Many companies, not just fusion groups, have made important scientific or manufacturing advances and their leaders are clearly committed to efforts that have consumed years of their working lives. But the main factor that made me think again is the speed at which some technologies are making it to the marketplace.
That was obvious at COP27, where I spoke to Andrea Fuder, chief purchasing officer at the Volvo Group, one of the world’s biggest truck makers.
She explained how, in April last year, the group announced plans to use fossil-free steel in its products, made with green hydrogen by Sweden’s SSAB steelmaker. Six months later, it unveiled a prototype hauler machine made with the greener steel and, just eight months after that, it delivered a finished machine to the Nordic construction group NCC.
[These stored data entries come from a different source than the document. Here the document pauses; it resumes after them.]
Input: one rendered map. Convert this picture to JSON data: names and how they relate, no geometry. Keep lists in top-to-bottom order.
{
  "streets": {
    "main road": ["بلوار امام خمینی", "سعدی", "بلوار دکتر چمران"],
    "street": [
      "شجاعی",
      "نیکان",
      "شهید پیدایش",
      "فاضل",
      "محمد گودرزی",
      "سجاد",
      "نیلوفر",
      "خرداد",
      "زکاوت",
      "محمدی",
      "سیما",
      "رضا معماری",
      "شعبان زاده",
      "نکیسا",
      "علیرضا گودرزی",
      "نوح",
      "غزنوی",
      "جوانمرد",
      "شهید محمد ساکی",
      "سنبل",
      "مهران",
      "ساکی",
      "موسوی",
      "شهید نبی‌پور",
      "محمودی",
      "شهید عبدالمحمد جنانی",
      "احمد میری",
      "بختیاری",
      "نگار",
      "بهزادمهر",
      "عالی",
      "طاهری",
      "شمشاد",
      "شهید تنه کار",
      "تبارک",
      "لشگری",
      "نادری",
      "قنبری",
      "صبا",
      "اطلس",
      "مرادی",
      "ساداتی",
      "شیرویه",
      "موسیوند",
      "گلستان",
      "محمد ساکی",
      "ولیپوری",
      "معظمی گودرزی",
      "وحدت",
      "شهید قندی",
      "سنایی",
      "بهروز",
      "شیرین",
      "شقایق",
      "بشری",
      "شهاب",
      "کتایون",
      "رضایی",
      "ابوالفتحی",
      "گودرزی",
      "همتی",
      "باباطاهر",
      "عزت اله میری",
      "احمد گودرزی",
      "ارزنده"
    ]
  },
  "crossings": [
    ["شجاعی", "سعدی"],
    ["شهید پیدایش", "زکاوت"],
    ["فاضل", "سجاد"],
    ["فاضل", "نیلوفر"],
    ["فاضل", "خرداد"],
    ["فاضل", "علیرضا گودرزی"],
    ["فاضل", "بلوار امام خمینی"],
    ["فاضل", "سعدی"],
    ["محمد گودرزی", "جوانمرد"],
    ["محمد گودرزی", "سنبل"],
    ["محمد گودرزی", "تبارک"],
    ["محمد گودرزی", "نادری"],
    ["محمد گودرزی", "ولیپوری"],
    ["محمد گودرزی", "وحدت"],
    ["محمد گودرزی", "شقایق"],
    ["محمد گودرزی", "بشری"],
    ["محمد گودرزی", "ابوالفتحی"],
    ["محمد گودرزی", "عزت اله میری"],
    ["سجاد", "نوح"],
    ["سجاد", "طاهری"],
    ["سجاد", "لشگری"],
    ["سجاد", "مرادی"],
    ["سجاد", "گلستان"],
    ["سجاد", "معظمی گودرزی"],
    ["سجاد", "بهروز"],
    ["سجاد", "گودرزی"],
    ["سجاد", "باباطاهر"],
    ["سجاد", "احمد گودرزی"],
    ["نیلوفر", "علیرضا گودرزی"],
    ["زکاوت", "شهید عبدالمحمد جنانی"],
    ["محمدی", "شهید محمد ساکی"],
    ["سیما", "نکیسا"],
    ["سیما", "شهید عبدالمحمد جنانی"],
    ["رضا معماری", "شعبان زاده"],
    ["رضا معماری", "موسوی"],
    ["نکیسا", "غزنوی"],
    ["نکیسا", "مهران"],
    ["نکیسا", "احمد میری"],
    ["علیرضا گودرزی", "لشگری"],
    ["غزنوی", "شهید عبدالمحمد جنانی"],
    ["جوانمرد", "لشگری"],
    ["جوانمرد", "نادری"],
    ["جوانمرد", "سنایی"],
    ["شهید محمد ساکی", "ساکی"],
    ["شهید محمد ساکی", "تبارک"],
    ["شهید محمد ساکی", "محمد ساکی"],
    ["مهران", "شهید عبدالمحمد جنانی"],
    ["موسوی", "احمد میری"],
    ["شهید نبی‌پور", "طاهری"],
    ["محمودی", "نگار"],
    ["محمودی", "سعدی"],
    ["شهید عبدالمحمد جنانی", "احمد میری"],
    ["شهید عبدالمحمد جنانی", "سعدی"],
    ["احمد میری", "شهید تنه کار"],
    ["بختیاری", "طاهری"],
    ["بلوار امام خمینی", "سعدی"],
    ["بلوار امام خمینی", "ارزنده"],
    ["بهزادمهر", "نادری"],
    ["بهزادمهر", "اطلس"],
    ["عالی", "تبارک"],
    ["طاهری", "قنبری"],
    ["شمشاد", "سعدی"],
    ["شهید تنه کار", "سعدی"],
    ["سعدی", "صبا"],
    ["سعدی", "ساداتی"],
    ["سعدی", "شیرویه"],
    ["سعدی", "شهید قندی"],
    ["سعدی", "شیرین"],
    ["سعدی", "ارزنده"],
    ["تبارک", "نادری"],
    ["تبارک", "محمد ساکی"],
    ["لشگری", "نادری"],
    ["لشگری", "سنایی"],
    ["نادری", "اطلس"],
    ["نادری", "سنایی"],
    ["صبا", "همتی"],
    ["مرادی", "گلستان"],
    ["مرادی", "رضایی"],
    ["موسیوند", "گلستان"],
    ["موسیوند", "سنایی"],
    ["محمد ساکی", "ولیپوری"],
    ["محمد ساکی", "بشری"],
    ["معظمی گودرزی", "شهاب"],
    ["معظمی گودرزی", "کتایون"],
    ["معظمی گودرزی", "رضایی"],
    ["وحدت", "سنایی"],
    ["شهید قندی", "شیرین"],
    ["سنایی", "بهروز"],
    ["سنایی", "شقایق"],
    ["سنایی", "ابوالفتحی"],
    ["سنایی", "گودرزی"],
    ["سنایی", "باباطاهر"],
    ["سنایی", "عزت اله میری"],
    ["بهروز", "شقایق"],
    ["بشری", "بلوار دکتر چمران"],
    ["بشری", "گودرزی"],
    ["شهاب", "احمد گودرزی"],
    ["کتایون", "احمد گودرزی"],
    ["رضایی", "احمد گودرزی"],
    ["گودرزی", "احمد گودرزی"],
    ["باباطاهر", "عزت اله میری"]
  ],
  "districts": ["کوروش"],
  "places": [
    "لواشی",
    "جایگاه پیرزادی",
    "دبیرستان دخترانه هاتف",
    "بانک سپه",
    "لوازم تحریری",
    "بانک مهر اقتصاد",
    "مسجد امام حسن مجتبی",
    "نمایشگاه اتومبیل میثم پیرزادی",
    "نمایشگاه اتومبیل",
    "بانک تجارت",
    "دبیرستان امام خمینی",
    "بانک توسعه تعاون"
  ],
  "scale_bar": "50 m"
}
“That’s super fast,” said Fuder, adding customer demand is so strong that Volvo might be able to fully switch from conventional steel to the fossil-free version by the 2030s – if it can find enough supplies.
Supply volumes matter. They point to what I’ve come to think of as climate tech’s 1 per cent problem. Green hydrogen made up about 1 per cent of global supply last year. Sustainable aviation fuel’s share was even smaller. Direct air capture machines are sucking in an even tinier fraction of global carbon emissions and fusion energy is years away from powering a grid.
No wonder COP27 attendees who voted on 12 net zero policies in a poll at South Korea’s pavilion overwhelmingly plumped for existing tech: renewables such as wind and solar topped the chart with 22 per cent of the vote on Monday, versus a puny 1 per cent for direct air capture.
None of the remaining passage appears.